Small. Town. Life. by Stephen Brady

Marian didn’t like going to the village. She’d always felt that everyone… well, looked down on her. They were just a lot of small-town snobs, she told herself. That’s all they were. They thought they were better than her. Well. She could think of a lot of things she’d like to say to them. And one day, she imagined she might have the courage to do so.

Then there came a time when a man on the television told everyone they’d have to stay in their houses. Marian didn’t really understand what was going on, but it sounded serious. And it went on for a long time. She was secretly glad that she wasn’t allowed to go out. That she didn’t have to face them, and their scrutiny and their judgement.

But there came a day when she had no food left in the house. So she realised, she’d have to go to the village again.

Well, she decided, let them look. Let them judge. She’d been trapped indoors for weeks and weeks, during which time the outside world had finally grown silent. Marian’s cupboards were bare. She decided to risk it, in the face of this bad thing, whatever it was. She had a right to survive. And the rest of them would just have to lump it.

She got up early that day, put her best coat and scarf on, and got her shopping bag. She even paused by the mirror in the hallway, and applied a little lipstick. The collapse of society was no excuse for looking sloppy. Brandishing her shopping bag, she went out that morning with her head held high.

It turned out that Marian had nothing to worry about, because everybody was dead. The village was deserted. She saw a dead man sitting on a bench, his head lolled back, flies busy around him. She tutted. “Sloppy, sloppy.” She went to the shop, and there was no-one at the till. There were corpses in the aisles, and an awful smell hanging about. Marian discreetly sprayed some perfume – she wouldn’t waste it on these people, it was for her own sake. She took what she needed from the shelves, went to the empty counter, and neatly filled out a Postal Order. She folded it and put it beside the till. There was no excuse for not doing things properly. That was what she’d always told herself. The nuns had beaten it into her in school. But it was only now, with the world a mausoleum, that she realised the true worth of that particular piece of advice.

She went to leave the shop, when she noticed the door to the storeroom was open. There appeared to be someone in there. Curious, she went to the door and had a look.

A young man in a shop uniform had hanged himself inside the storeroom. Well, someone might have done it for him. The shelves had been sparsely stocked… perhaps someone less conscientious than Marian, someone with less decorum, had looted the place. The young man looked like he’d been there for some time. A sheet of paper had been stapled to his front, which read: “HIS JUDGEMENT IS COME.” Marian tutted. That didn’t seem quite grammatical.

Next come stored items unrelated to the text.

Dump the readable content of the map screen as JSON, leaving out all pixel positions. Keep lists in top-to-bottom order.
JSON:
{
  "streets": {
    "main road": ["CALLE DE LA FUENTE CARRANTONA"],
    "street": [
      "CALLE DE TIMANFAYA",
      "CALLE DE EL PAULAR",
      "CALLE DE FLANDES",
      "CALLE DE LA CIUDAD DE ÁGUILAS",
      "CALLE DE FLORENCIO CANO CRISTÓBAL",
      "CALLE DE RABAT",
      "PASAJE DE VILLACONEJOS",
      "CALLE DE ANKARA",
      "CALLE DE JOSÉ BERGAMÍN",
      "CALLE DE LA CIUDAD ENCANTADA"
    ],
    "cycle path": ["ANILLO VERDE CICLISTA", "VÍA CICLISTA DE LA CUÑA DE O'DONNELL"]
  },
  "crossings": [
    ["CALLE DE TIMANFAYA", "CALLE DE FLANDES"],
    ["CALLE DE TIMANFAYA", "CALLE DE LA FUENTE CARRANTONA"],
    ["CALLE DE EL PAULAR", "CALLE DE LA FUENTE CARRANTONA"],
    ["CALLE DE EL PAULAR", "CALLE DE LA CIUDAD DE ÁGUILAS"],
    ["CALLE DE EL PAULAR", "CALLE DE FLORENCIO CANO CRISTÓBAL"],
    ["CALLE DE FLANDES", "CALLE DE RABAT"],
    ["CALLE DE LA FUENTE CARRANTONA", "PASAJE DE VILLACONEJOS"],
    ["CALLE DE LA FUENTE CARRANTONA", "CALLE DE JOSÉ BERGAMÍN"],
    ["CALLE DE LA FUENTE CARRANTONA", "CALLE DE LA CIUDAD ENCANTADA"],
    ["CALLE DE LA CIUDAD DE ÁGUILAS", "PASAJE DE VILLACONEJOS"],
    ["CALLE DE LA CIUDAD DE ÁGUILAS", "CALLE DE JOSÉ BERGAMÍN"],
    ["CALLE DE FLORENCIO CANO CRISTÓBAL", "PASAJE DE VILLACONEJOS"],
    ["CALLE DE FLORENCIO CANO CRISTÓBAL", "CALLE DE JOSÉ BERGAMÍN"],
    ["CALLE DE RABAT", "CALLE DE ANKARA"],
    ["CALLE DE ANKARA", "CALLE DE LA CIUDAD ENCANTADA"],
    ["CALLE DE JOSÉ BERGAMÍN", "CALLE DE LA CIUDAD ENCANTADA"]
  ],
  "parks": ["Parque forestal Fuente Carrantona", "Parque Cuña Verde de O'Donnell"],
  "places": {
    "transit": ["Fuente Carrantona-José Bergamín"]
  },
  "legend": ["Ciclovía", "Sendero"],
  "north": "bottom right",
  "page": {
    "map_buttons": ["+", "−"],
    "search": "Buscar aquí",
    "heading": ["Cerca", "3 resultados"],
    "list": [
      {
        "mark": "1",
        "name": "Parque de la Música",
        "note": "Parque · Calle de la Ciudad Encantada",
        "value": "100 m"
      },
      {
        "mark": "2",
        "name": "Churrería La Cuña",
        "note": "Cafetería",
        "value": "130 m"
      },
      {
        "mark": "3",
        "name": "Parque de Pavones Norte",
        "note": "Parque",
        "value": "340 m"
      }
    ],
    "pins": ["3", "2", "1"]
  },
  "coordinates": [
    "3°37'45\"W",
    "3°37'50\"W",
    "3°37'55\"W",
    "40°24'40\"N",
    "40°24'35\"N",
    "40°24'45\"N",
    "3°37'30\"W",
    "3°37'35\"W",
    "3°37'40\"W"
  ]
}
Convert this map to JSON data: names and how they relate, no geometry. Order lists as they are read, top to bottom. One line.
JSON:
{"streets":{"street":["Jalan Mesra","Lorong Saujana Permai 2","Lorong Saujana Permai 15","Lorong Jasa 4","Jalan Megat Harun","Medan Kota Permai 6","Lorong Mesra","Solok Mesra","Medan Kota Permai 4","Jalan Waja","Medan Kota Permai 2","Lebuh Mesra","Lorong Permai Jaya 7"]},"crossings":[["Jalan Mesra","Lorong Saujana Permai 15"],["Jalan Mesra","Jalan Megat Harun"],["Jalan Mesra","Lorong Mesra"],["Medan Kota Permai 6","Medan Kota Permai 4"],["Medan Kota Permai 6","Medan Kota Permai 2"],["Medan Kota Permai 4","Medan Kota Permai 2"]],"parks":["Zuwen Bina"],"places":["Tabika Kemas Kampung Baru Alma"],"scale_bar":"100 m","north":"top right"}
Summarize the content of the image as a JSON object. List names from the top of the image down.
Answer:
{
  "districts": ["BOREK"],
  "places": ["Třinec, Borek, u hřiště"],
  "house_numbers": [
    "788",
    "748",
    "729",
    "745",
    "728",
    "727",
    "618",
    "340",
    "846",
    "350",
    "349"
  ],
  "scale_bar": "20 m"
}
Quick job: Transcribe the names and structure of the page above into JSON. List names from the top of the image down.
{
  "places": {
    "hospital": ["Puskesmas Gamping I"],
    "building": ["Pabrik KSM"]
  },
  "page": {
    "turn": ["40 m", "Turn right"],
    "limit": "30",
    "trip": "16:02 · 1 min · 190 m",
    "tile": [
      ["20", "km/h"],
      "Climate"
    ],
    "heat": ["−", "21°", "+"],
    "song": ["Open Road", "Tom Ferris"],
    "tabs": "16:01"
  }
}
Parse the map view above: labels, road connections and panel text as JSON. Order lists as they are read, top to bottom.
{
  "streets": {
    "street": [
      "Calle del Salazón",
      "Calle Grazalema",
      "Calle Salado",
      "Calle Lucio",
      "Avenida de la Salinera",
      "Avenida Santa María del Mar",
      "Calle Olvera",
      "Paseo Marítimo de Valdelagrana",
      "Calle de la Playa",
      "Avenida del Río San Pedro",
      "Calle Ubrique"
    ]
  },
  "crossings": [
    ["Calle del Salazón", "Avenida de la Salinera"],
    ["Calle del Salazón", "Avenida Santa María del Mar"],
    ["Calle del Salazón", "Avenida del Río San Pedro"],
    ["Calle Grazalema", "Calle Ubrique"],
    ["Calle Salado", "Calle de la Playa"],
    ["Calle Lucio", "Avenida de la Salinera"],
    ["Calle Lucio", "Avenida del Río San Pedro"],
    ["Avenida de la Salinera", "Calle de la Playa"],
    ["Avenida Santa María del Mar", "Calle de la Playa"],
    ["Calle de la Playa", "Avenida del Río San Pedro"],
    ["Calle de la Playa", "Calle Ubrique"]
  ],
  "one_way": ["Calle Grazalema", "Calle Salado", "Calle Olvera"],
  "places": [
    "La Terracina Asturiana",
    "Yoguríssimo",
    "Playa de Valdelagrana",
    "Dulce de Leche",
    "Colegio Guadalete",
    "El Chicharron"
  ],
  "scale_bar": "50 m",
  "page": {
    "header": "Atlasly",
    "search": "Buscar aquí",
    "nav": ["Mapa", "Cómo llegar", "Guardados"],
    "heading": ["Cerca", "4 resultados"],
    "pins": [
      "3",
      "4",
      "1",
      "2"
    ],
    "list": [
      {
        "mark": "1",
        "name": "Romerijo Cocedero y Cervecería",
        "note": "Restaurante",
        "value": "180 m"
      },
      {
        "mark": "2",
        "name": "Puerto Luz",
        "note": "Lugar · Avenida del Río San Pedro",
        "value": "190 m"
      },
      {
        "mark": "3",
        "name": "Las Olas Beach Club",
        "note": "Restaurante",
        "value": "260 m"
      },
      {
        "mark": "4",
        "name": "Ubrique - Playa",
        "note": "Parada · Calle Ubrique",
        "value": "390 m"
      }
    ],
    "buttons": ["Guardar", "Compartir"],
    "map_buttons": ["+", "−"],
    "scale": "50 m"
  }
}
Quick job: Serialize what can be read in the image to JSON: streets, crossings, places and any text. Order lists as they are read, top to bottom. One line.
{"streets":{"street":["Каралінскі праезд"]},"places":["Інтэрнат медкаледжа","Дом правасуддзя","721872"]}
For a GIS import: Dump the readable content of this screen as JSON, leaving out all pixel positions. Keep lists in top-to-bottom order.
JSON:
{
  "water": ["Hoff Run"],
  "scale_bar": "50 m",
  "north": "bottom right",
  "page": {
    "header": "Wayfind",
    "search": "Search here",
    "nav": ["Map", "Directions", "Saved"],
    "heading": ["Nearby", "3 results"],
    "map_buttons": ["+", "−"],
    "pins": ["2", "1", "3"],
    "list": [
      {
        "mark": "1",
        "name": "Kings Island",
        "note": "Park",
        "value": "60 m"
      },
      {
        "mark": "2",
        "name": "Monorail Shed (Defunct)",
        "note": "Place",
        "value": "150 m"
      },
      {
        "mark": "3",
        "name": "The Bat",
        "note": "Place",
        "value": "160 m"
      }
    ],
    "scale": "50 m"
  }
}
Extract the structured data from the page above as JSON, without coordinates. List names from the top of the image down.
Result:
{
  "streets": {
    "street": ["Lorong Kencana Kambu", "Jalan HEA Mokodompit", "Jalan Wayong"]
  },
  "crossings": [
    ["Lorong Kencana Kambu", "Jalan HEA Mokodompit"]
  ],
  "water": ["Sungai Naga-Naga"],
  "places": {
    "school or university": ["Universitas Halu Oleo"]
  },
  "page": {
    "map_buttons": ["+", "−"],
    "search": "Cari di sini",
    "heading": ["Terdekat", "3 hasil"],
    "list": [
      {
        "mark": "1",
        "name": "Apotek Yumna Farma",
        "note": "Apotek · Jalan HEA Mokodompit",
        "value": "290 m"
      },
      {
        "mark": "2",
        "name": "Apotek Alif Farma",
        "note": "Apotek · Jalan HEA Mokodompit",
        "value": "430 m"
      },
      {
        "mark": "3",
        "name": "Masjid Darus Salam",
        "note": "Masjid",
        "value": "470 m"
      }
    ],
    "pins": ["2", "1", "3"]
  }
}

She was going to leave, when she noticed the position of the dead man’s head. She went into the storeroom, blanching a little at the ripe smell of corpse and rotting foodstuffs. She went right up to that dead young man. His head was thrown back and his dusty eyeballs seemed to look into hers, pleading.

She said, “How dare you look down your nose at me like that.”

Then she gave the corpse a shove,and left.

She walked back up the road to her house with a spring in her step. The sun was out, and a light breeze stirred the flowering hedgerows. They were gone, all the snobby sneering small-town troglodytes were gone. Marian felt carefree, like a girl. The nuns had also told her that every cloud had a silver lining. And as she strolled, a thin little smile on her face, Marian reflected that perhaps it took an experience like this to learn that that was true, too.